C'est ainsi que mon mélangemarque du groupe Clarins, défend sa Beauté Augmentée positionnement, affirmant que des dispositifs technologiques sont utilisés pour prolonger l’action des cosmétiques. Après le succès de myLEDmask, la marque lance myLIFTINGRoller, développé en partenariat avec Nuon, le spécialiste de la conception d'appareils de beauté. Ce rouleau augmenté disponible à 295 euros combine la technique des microcourants, les vibrations et le massage pour un effet liftant naturel. Selon les données consommateurs de la marque, 96% des femmes interrogées ont observé une action globale sur la fermeté dès 28 jours lorsqu'elle est utilisée en synergie avec le SuperSérum Fermeté de la marque. Pour huit femmes interrogées sur dix, il devient un incontournable de la routine beauté.
Parmi les marques historiques, le groupe L'Oréal investit également massivement dans la Beauty Techtant en interne que via des acquisitions technologiques et des partenariats.
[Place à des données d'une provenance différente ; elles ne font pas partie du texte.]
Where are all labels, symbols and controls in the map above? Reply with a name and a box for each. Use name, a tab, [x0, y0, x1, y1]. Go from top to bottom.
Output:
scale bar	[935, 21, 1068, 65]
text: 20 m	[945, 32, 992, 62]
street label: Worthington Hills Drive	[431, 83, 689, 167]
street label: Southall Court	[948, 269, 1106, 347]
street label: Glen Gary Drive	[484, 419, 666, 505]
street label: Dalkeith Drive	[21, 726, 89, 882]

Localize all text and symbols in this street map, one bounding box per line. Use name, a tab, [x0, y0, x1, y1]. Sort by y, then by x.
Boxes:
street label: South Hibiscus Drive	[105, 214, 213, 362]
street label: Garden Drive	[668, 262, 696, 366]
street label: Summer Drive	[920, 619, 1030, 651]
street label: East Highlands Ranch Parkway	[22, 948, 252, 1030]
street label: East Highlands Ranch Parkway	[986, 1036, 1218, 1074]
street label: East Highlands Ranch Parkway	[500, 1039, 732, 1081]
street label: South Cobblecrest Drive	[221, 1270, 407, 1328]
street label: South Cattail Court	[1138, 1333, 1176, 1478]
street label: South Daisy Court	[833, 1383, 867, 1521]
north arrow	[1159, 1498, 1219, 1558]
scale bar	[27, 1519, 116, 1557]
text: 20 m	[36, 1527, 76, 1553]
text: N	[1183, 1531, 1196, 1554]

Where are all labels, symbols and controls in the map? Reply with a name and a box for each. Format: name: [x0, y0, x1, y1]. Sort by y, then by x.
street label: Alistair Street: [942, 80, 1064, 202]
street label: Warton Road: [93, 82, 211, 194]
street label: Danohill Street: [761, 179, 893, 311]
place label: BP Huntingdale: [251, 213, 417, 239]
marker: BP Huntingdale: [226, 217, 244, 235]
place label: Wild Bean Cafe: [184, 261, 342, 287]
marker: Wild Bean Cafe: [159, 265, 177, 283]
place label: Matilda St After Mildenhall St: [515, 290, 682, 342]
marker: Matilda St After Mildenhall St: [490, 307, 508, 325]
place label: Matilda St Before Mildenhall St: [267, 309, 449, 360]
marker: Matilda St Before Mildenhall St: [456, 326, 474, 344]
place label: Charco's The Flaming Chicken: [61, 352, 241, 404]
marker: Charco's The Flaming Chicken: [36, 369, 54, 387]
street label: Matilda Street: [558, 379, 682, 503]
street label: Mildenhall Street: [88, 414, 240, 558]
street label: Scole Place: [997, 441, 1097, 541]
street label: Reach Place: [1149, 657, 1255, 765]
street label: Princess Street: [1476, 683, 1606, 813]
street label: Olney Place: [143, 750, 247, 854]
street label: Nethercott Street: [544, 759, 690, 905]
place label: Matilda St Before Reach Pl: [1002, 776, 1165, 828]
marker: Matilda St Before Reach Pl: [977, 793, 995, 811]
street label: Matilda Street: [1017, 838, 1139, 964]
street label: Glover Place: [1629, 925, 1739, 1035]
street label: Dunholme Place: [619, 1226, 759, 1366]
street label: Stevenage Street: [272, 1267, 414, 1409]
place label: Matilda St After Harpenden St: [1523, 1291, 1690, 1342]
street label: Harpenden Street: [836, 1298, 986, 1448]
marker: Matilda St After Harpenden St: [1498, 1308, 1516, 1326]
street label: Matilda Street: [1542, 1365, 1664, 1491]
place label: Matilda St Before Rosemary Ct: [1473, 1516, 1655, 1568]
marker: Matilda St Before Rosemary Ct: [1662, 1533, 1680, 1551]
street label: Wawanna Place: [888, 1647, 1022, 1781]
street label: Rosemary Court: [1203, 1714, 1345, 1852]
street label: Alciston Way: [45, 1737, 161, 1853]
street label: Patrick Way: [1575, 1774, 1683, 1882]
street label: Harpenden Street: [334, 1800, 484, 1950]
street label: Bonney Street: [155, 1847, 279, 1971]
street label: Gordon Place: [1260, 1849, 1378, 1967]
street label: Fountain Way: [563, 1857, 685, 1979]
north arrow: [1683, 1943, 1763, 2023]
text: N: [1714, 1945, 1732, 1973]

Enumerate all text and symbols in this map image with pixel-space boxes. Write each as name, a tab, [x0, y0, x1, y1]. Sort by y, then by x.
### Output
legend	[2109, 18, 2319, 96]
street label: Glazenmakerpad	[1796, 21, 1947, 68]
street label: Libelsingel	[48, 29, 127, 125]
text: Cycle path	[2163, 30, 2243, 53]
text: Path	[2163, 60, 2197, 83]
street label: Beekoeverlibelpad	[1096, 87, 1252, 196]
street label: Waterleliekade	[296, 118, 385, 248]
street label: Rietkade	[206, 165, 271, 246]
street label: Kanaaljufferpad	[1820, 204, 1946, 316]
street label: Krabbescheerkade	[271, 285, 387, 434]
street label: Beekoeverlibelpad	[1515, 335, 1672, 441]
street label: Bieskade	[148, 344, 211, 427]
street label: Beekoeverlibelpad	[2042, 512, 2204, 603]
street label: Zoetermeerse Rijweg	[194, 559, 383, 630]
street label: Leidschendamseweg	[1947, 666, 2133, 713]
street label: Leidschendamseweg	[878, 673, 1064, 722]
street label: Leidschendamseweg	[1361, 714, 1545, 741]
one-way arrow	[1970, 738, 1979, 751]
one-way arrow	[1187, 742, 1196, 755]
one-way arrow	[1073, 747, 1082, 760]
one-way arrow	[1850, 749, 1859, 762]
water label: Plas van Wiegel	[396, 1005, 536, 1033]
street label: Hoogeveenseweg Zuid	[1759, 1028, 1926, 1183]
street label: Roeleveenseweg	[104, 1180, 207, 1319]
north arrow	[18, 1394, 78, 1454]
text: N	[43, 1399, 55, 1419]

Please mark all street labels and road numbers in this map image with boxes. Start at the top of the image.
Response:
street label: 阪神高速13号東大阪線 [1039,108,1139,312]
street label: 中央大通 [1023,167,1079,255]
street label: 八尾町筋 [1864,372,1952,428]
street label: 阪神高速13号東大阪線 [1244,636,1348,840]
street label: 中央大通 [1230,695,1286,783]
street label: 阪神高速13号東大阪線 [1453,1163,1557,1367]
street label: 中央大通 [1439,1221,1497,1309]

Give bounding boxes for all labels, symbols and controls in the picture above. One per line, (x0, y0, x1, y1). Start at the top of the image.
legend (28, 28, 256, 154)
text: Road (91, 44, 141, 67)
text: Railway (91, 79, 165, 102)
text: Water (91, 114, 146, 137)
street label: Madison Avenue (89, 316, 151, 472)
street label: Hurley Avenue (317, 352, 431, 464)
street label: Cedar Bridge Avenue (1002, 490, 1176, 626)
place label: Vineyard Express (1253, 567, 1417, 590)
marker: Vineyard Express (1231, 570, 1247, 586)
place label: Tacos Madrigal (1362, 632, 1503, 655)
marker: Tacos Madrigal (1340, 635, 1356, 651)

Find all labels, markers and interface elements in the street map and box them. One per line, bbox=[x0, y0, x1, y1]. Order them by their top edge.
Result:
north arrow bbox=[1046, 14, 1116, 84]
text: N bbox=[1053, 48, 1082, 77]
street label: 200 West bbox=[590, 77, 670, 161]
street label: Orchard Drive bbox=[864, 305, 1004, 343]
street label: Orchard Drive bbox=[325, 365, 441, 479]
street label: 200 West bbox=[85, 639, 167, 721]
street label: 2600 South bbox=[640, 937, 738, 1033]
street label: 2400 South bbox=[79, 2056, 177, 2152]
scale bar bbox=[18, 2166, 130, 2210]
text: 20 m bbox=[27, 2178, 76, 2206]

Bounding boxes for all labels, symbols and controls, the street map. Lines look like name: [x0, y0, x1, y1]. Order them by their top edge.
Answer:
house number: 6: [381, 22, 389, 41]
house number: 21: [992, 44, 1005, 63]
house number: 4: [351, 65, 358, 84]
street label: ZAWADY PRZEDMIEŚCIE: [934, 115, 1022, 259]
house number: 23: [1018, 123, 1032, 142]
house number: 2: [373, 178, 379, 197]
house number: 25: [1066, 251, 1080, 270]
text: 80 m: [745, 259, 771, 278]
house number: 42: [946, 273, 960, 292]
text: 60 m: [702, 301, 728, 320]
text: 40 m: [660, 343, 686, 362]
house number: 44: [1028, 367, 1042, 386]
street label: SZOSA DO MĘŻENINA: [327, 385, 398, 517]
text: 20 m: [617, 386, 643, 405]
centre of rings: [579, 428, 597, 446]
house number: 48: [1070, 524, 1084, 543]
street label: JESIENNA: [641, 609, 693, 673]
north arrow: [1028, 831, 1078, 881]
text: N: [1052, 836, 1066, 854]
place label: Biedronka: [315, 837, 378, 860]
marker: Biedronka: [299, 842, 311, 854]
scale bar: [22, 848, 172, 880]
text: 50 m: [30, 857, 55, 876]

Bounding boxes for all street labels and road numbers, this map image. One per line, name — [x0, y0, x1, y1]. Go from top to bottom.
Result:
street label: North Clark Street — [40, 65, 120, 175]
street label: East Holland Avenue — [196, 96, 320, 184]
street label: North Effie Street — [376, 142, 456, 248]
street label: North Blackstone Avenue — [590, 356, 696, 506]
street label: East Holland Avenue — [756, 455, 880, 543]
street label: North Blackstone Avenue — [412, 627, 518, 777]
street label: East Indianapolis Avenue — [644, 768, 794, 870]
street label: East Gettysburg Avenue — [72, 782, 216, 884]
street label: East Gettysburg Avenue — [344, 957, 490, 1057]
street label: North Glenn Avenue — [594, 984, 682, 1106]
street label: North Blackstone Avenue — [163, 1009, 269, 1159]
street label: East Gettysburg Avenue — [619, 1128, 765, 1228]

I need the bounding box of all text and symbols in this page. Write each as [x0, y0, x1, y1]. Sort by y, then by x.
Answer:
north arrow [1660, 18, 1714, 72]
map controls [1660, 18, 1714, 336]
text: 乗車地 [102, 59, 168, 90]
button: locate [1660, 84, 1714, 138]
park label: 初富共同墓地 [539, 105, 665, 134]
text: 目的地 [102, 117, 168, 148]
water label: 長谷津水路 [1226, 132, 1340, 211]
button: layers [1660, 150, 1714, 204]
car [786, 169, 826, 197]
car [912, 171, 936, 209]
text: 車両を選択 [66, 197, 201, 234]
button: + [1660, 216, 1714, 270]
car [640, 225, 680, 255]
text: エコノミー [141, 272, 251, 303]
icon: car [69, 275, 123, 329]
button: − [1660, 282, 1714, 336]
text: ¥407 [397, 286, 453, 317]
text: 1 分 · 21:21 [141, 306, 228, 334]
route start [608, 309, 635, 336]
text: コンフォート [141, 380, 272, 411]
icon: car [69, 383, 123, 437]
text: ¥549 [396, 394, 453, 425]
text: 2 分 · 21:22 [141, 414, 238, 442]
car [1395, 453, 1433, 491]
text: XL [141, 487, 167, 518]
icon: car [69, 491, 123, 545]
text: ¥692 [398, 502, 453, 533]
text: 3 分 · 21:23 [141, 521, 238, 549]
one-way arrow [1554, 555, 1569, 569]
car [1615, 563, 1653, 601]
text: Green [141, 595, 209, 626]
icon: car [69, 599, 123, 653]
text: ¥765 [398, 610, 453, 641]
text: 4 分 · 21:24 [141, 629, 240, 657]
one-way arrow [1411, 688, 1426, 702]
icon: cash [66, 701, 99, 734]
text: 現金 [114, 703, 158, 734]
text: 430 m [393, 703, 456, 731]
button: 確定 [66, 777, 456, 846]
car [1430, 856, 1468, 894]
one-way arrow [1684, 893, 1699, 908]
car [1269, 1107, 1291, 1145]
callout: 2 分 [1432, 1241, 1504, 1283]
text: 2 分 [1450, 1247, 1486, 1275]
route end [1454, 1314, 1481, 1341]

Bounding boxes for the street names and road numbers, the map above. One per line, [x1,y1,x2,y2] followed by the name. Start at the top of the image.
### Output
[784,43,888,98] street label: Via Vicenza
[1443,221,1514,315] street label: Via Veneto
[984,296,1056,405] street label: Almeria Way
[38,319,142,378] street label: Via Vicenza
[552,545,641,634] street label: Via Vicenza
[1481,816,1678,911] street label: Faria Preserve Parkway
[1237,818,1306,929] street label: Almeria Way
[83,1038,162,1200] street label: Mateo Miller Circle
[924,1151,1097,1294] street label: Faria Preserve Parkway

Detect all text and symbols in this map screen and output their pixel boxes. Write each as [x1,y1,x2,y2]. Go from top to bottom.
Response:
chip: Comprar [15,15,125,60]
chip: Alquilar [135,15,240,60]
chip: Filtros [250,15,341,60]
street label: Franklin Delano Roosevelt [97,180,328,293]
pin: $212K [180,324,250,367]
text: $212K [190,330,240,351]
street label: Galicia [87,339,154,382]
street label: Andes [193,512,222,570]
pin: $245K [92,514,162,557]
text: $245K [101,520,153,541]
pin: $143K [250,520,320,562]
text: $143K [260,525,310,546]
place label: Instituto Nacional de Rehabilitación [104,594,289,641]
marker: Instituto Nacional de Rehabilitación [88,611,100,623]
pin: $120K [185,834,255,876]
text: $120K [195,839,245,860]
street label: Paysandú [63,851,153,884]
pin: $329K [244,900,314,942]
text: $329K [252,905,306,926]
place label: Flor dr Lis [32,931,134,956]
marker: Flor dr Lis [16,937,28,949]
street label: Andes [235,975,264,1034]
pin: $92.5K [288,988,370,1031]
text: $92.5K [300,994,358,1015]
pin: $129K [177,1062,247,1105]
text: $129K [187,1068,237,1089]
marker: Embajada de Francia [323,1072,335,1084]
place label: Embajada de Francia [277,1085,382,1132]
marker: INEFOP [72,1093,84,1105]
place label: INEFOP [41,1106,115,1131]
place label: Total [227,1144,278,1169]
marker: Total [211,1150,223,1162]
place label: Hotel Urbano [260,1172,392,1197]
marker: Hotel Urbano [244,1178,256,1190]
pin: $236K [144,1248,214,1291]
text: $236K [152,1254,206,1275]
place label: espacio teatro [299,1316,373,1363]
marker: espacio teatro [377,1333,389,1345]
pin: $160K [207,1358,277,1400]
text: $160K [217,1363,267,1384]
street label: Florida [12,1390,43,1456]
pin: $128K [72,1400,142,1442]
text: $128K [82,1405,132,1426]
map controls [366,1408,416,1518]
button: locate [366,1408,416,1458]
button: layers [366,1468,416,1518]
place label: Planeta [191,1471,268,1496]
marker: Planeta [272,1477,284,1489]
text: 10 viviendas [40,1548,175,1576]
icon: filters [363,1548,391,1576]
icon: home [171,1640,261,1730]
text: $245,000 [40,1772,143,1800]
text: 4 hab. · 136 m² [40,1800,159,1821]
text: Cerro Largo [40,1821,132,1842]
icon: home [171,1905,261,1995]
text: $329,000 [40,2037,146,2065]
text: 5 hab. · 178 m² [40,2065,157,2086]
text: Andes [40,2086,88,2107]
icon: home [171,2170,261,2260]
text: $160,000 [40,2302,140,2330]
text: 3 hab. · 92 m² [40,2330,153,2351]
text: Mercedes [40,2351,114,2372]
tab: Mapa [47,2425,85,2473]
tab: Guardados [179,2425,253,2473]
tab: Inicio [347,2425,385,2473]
Récemment, deux innovations du Groupe équipées de la technologie infrarouge ont été récompensées par un CES Innovation Award : le Lisse légère + multi-stylerun outil de coiffage conçu pour réduire les dommages causés aux cheveux par la chaleur, et le Masque facial LEDun masque facial ultra-fin et flexible développé en partenariat avec I-Smart Developments, qui utilise la photothérapie LED pour cibler les rides, le relâchement cutané et le teint irrégulier.
Le marché des appareils de beauté est encore hétérogène, avec un grand nombre d’acteurs proposant des solutions appuyées par des affirmations scientifiques très diverses. Selon Gorge, les gagnants seront ceux qui seront capables de combiner crédibilité clinique, expérience produit et modèle économique viable.qu'il s'agisse de marques historiques ayant largement investi sur le segment, ou de nouveaux entrants initialement positionnés sur la catégorie Beauty Tech.
« À long terme, nous ne verrons peut-être pas fusionner appareils et soins, mais plutôt beauté, santé préventive et longévité. Les objets de suivi biométrique connectés comme les bagues, les montres et les capteurs désormais utilisés pour mesurer le sommeil, la fréquence cardiaque et le niveau de stress, évalueront des marqueurs spécifiques à la santé de la peau pour informer les consommateurs en temps réel sur l'état de leur peau et recommander des routines adaptées à un moment donné,» conclut-il.